本発明の飲料は、カフェインを含有する。本発明に用いられるカフェインは、特に制限されないが、市販の試薬、純品(カフェイン含量98%以上の精製品)、粗精製品(カフェイン含量50~98%未満)であってよく、さらにカフェインを含有する植物(コーヒー豆、茶葉、コーラの実等)の抽出物又はその濃縮物の形態であってもよい。カフェインを植物の抽出物又はその濃縮物の形態で用いる場合、抽出する原料としては、緑茶、紅茶、烏龍茶、プーアル茶などのカメリア・シネンシス(Camellia sinensis)に属する茶葉類;アカネ科コフィア属に属するコーヒー豆類を用いることができる。
本発明の飲料は、2-Phenylethanol(以下、本明細書では「フェネチルアルコール」という)を特定量で含有する。これにより、カフェイン由来の苦味を軽減することができる。本発明の飲料中のフェネチルアルコールの含有量は、0.4ppb以上であり、好ましくは0.4~5ppb、好ましくは0.5~4ppb、より好ましくは0.6~3ppb、さらに好ましくは0.7~2ppbである。飲料中のフェネチルアルコールの含有量が0.4ppbより小さいとカフェイン由来の苦味の軽減効果が不十分になることがある。一方、飲料中のフェネチルアルコールの含有量が5ppbを超えるとフェネチルアルコールの風味が強くなりすぎて飲料自体の味が損なわれるおそれがある。
本発明の飲料のpHは5.0~8.0であり、好ましくは5.5~7.5である。飲料のpHが5.0未満である場合は、飲料中の酸味成分により、苦味がマスキングされることがある。しかし、飲料のpHが5.0以上である場合は、マスキング成分として作用する酸味成分が少ないために苦味が顕著に知覚され得るため、本発明による苦味の軽減効果を得る上で好ましい。飲料のpH調整は、クエン酸ナトリウム、水酸化ナトリウム、重曹等のpH調整剤を用いて適宜行うことができる。飲料のpHは市販のpHメーターを使用して容易に測定することができる。
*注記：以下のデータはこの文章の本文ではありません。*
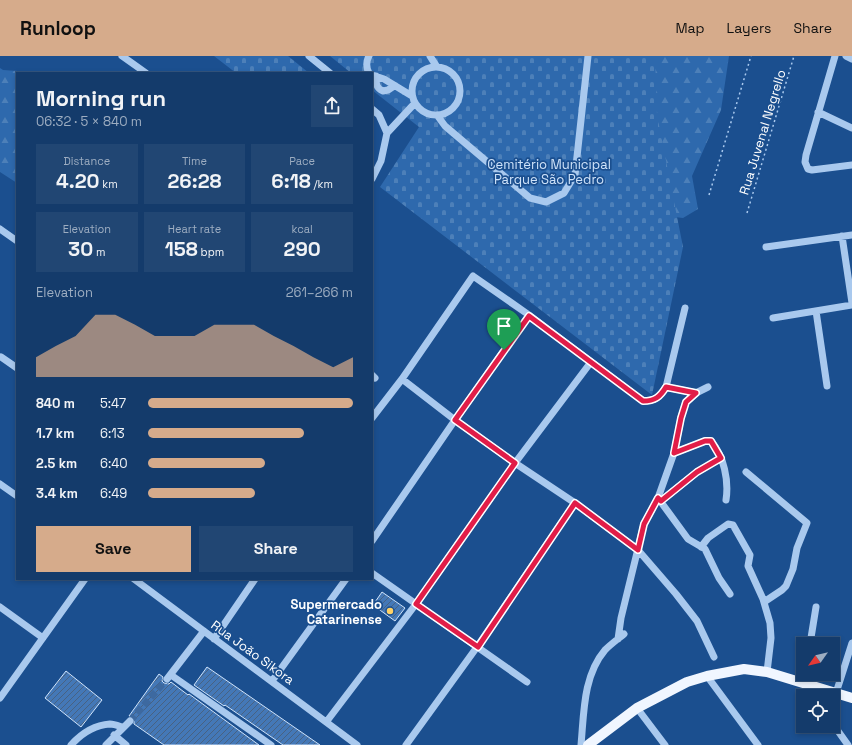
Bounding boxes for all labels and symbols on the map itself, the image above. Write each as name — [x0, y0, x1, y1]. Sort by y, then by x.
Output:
street label: Rua Juvenal Negrello — [735, 67, 790, 197]
park label: Cemitério Municipal Parque São Pedro — [487, 156, 611, 188]
pin — [487, 309, 521, 350]
place label: Supermercado Catarinense — [290, 596, 382, 628]
marker: Supermercado Catarinense — [385, 606, 395, 616]
street label: Rua João Sikora — [208, 616, 298, 689]
north arrow — [796, 637, 840, 681]

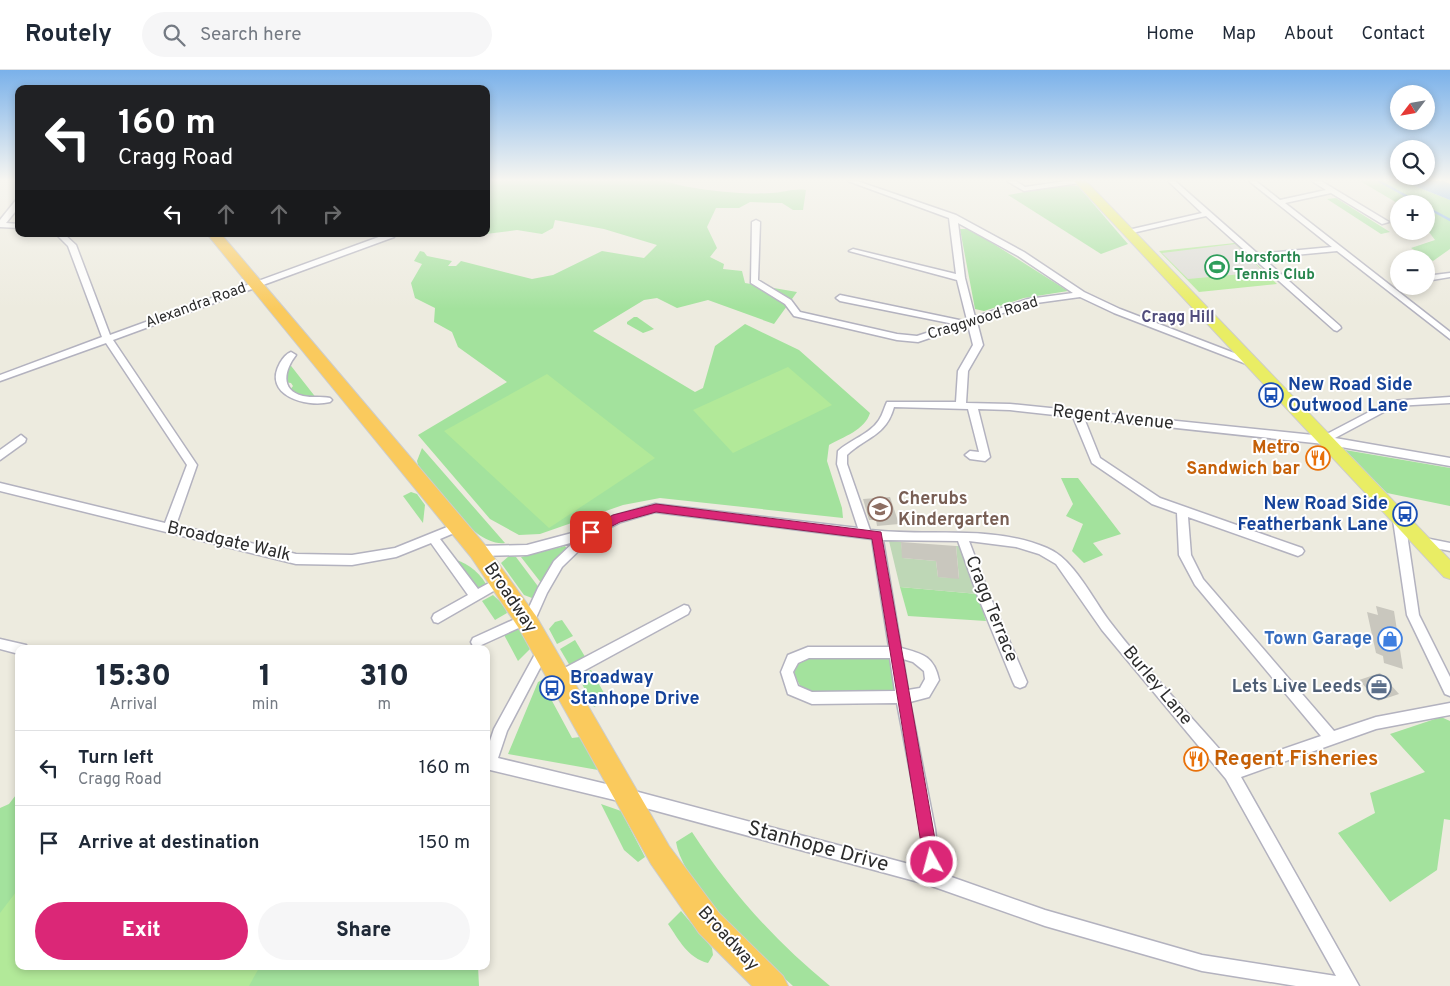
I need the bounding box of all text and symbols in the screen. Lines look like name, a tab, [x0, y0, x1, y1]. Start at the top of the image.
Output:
search box	[142, 12, 492, 57]
text: Routely	[25, 20, 112, 50]
icon: search	[160, 21, 188, 49]
text: Search here	[200, 23, 301, 47]
text: Home	[1146, 23, 1194, 46]
text: Map	[1222, 23, 1256, 46]
text: About	[1284, 23, 1333, 46]
text: Contact	[1361, 23, 1425, 46]
north arrow	[1390, 85, 1435, 130]
map controls	[1390, 85, 1435, 295]
text: 160 m	[118, 102, 216, 146]
icon: left	[35, 105, 100, 170]
button: search	[1390, 140, 1435, 185]
text: Cragg Road	[118, 145, 233, 172]
button: +	[1390, 195, 1435, 240]
icon: left	[159, 200, 187, 228]
icon: ahead	[212, 200, 240, 228]
icon: ahead	[265, 200, 293, 228]
icon: right	[318, 200, 346, 228]
place label: Horsforth Tennis Club	[1234, 249, 1315, 285]
button: −	[1390, 250, 1435, 295]
sports icon: Horsforth Tennis Club	[1204, 254, 1230, 280]
street label: Alexandra Road	[143, 279, 249, 333]
street label: Craggwood Road	[925, 293, 1041, 345]
district label: Cragg Hill	[1141, 308, 1215, 328]
place label: New Road Side Outwood Lane	[1288, 374, 1413, 418]
bus stop icon: New Road Side Outwood Lane	[1258, 382, 1284, 408]
street label: Regent Avenue	[1051, 400, 1175, 436]
place label: Metro Sandwich bar	[1186, 437, 1300, 481]
restaurant icon: Metro Sandwich bar	[1305, 445, 1331, 471]
place label: Cherubs Kindergarten	[898, 488, 1010, 532]
place label: New Road Side Featherbank Lane	[1237, 493, 1388, 537]
school or university icon: Cherubs Kindergarten	[867, 496, 893, 522]
bus stop icon: New Road Side Featherbank Lane	[1392, 501, 1418, 527]
pin	[570, 511, 612, 553]
street label: Broadgate Walk	[165, 517, 293, 567]
icon: arrive	[577, 518, 605, 546]
street label: Cragg Terrace	[959, 553, 1023, 665]
street label: Broadway	[478, 558, 542, 638]
shop icon: Town Garage	[1377, 626, 1403, 652]
place label: Town Garage	[1264, 628, 1372, 651]
street label: Burley Lane	[1117, 642, 1197, 730]
text: 15:30	[96, 659, 171, 696]
text: 1	[259, 659, 271, 696]
text: 310	[359, 659, 409, 696]
place label: Broadway Stanhope Drive	[570, 667, 700, 711]
office icon: Lets Live Leeds	[1366, 674, 1392, 700]
bus stop icon: Broadway Stanhope Drive	[539, 675, 565, 701]
place label: Lets Live Leeds	[1232, 676, 1362, 699]
text: Arrival	[110, 695, 157, 715]
text: min	[252, 695, 278, 715]
text: m	[377, 695, 391, 715]
text: Turn left	[78, 746, 154, 770]
restaurant icon: Regent Fisheries	[1183, 746, 1209, 772]
place label: Regent Fisheries	[1214, 746, 1378, 773]
icon: left	[35, 754, 63, 782]
text: 160 m	[419, 756, 470, 780]
text: Cragg Road	[78, 770, 162, 790]
street label: Stanhope Drive	[744, 815, 892, 879]
icon: arrive	[35, 829, 63, 857]
text: Arrive at destination	[78, 831, 259, 855]
text: 150 m	[418, 831, 470, 855]
position arrow	[905, 835, 957, 887]
button: Exit	[35, 902, 248, 960]
button: Share	[258, 902, 470, 960]
street label: Broadway	[692, 902, 764, 976]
本発明の飲料のBrix(ブリックス)は、特に限定されないが、1以下であることが好ましい。理論に拘束されないが、Brixが1以下である場合、苦味のマスキング成分として作用する可溶性固形分が少ないために、カフェインの苦味が顕著に感じられることが考えられるため、本発明による苦味の軽減効果を得る上で好ましい。Brixは、糖度計や屈折計などを用いて得られるBrix値によって評価することができる。ブリックス値は、20℃で測定された屈折率を、ICUMSA(国際砂糖分析統一委員会)の換算表に基づいてショ糖溶液の質量/質量パーセントに換算した値である。単位は「°Bx」、「%」または「度」で表示される。
本発明の飲料には、上記に示した各種成分に加えて、飲料に一般的に用いられる成分を配合することができる。例えば、限定されないが、香料、糖類、酸味料、栄養強化剤、酸化防止剤、乳化剤、保存料、エキス類、食物繊維、品質安定剤などを、本発明の効果を損なわない範囲で添加することができる。
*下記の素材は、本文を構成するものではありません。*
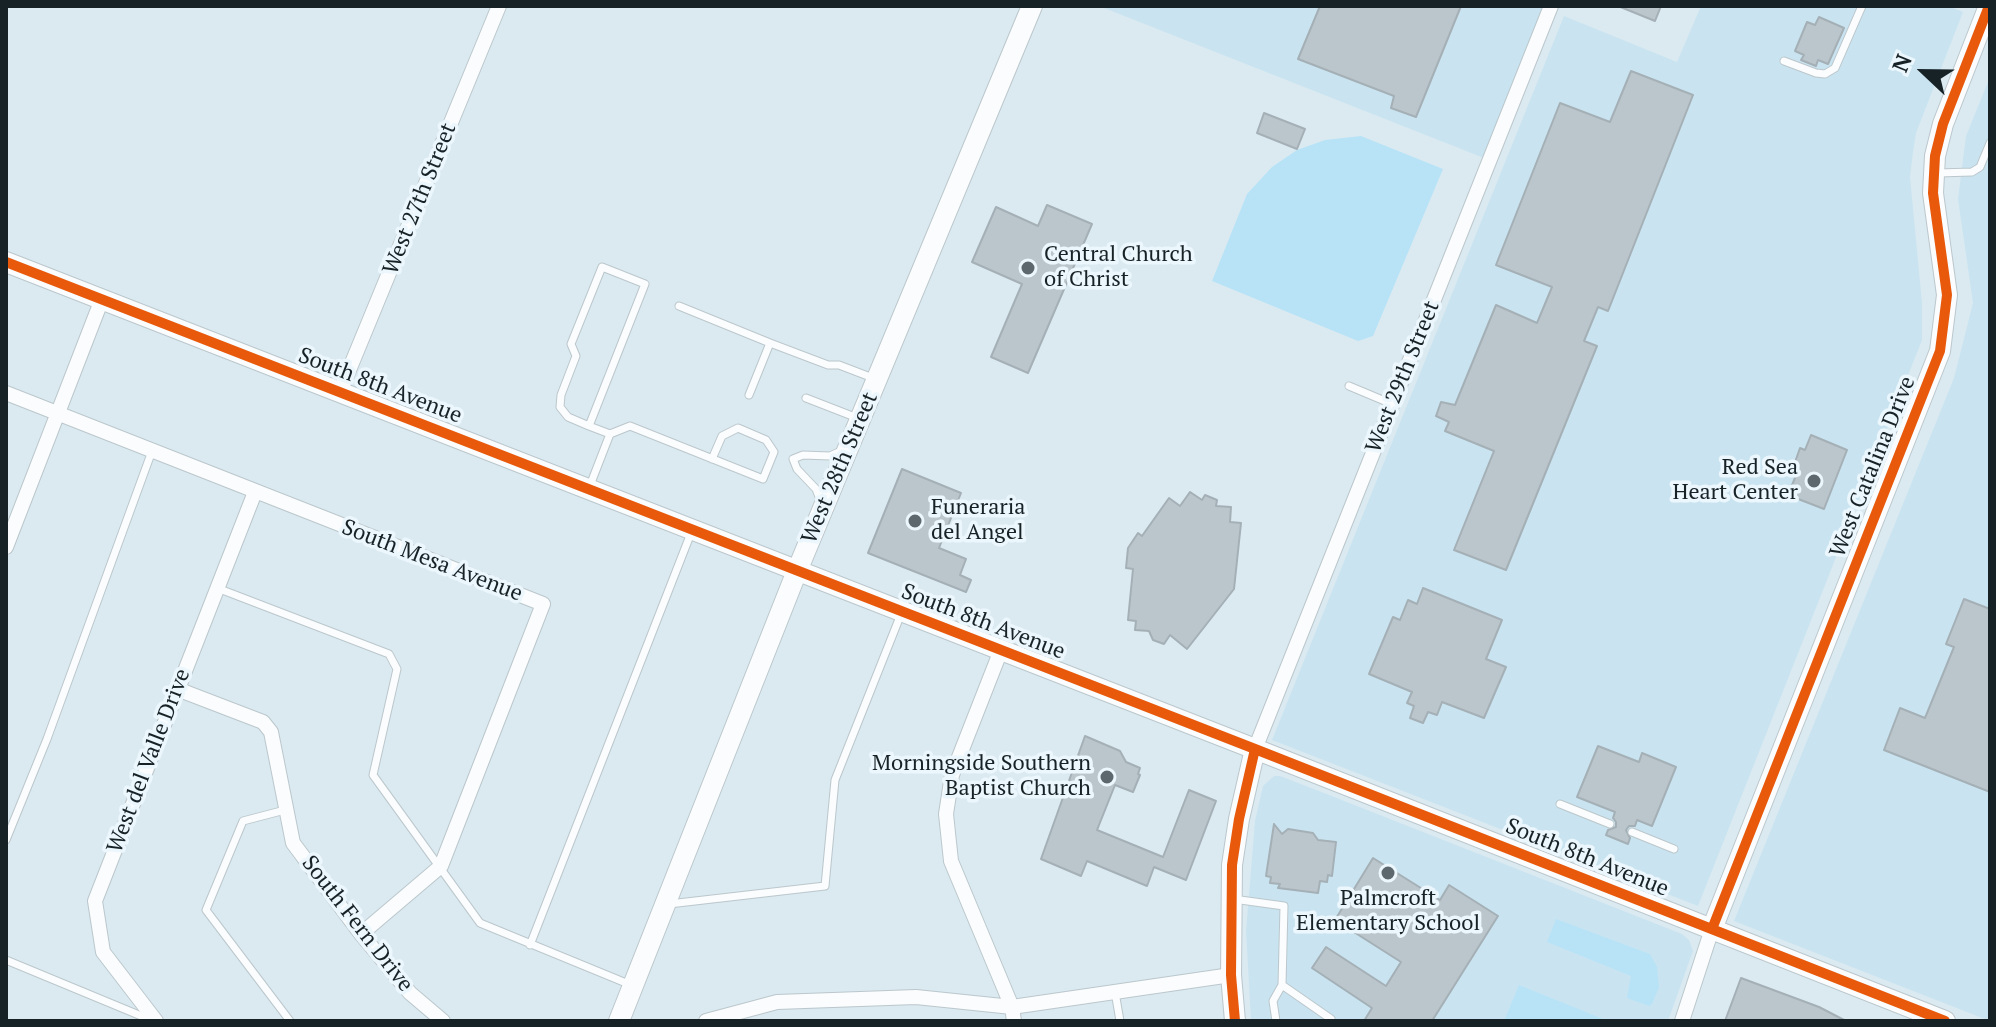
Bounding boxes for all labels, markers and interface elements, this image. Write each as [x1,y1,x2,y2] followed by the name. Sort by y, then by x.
[1884,32,1964,112] north arrow
[1885,50,1918,76] text: N
[378,119,462,279] street label: West 27th Street
[1044,242,1193,294] place label: Central Church of Christ
[1019,259,1037,277] marker: Central Church of Christ
[1360,297,1446,457] street label: West 29th Street
[294,343,466,429] street label: South 8th Avenue
[1825,373,1921,561] street label: West Catalina Drive
[796,388,884,548] street label: West 28th Street
[1672,455,1798,506] place label: Red Sea Heart Center
[1805,472,1823,490] marker: Red Sea Heart Center
[931,495,1025,546] place label: Funeraria del Angel
[906,512,924,530] marker: Funeraria del Angel
[338,514,526,608] street label: South Mesa Avenue
[897,579,1069,665] street label: South 8th Avenue
[102,665,196,857] street label: West del Valle Drive
[872,751,1091,802] place label: Morningside Southern Baptist Church
[1098,768,1116,786] marker: Morningside Southern Baptist Church
[1502,813,1672,903] street label: South 8th Avenue
[296,851,418,997] street label: South Fern Drive
[1379,864,1397,882] marker: Palmcroft Elementary School
[1296,886,1480,938] place label: Palmcroft Elementary School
本発明の飲料は、清涼飲料であれば特に限定されない。例えば、栄養飲料、機能性飲料、フレーバードウォーター(ニアウォーター)系飲料、茶系飲料(紅茶、ウーロン茶、緑茶等)、コーヒー飲料、炭酸飲料などいずれであってもよい。本発明の飲料は、一実施形態において、茶飲料であることが好ましい。ここで「茶飲料」とは、茶葉の抽出物や穀類の抽出物を主成分として含有する飲料であり、具体的には、緑茶、ほうじ茶、ブレンド茶、麦茶、マテ茶、ジャスミン茶、紅茶、ウーロン茶、杜仲茶などが挙げられる。本発明において特に好ましい茶飲料は、紅茶飲料である。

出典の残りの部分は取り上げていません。